_Entries provided_.
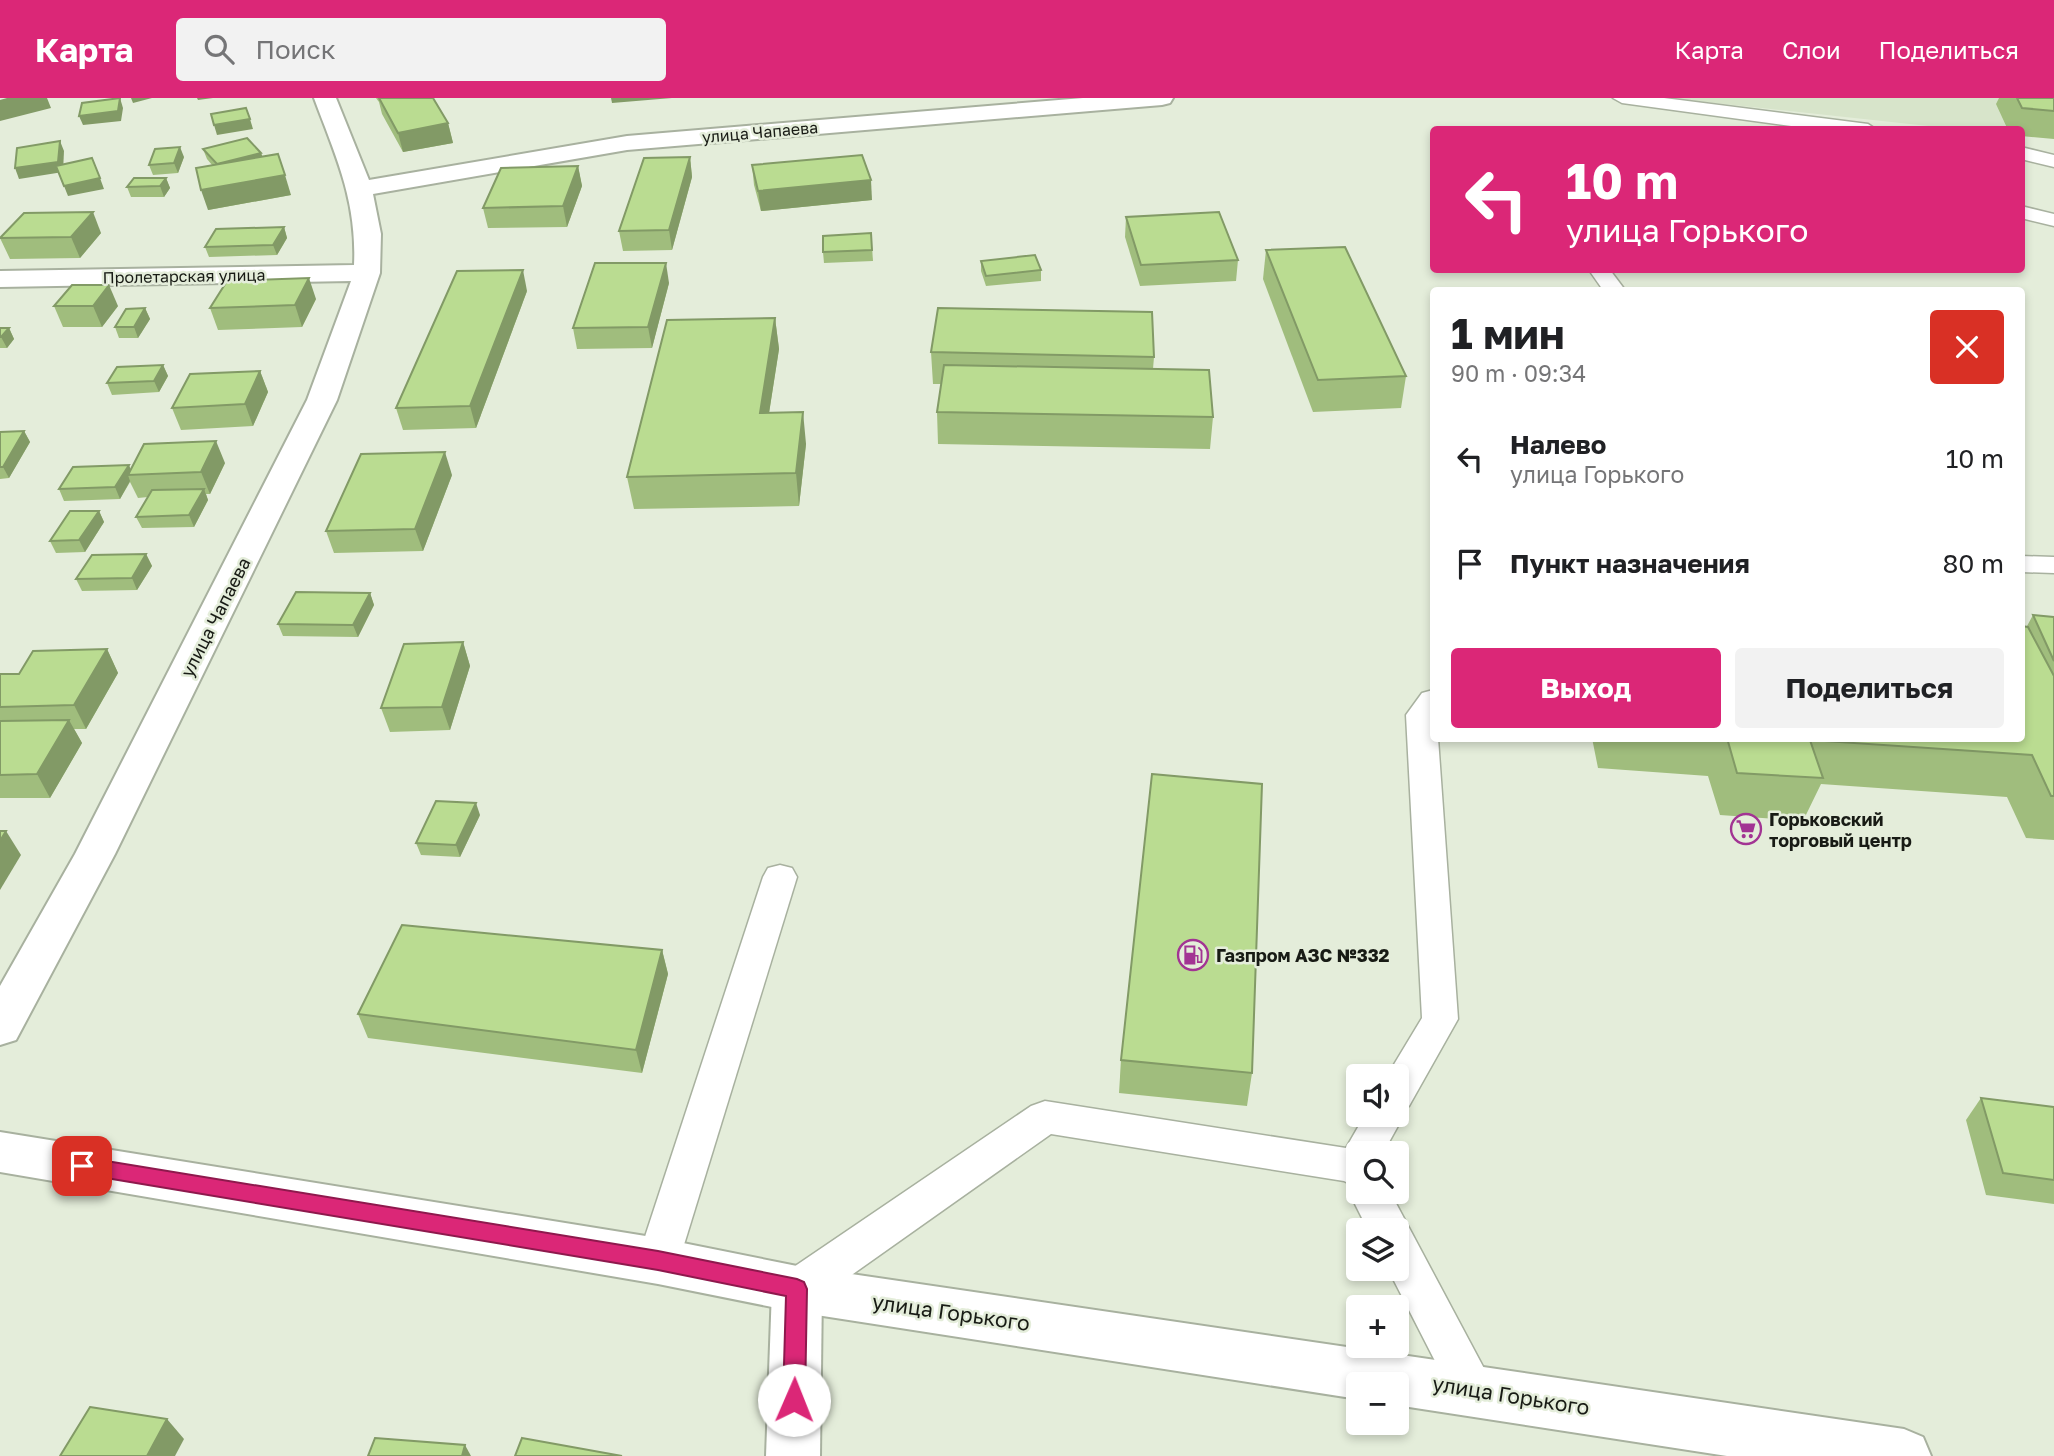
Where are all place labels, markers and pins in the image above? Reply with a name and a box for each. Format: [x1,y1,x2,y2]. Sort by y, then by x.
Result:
place label: Горьковский торговый центр [1769,808,1912,851]
supermarket icon: Горьковский торговый центр [1729,812,1763,846]
fuel station icon: Газпром АЗС №332 [1176,938,1210,972]
place label: Газпром АЗС №332 [1216,944,1390,966]
pin [52,1136,112,1196]

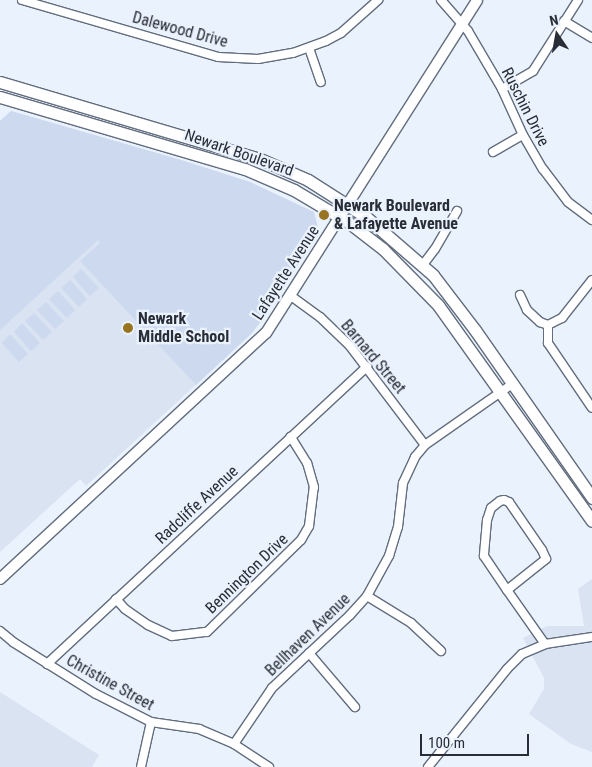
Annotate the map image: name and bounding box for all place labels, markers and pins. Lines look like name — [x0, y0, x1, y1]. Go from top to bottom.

_What to produce_.
Could you repeat every record exactly as written, with the pictures left out?

_Completed task_.
Where are all place labels, markers and pins in the image above? Reply with a name and a box for each. Format: [x1,y1,x2,y2]. Sort by y, then by x.
Result:
place label: Горьковский торговый центр [1769,808,1912,851]
supermarket icon: Горьковский торговый центр [1729,812,1763,846]
fuel station icon: Газпром АЗС №332 [1176,938,1210,972]
place label: Газпром АЗС №332 [1216,944,1390,966]
pin [52,1136,112,1196]

Annotate the map image: name and bounding box for all place labels, markers and pins. Lines look like name — [x0, y0, x1, y1]. Go from top to bottom.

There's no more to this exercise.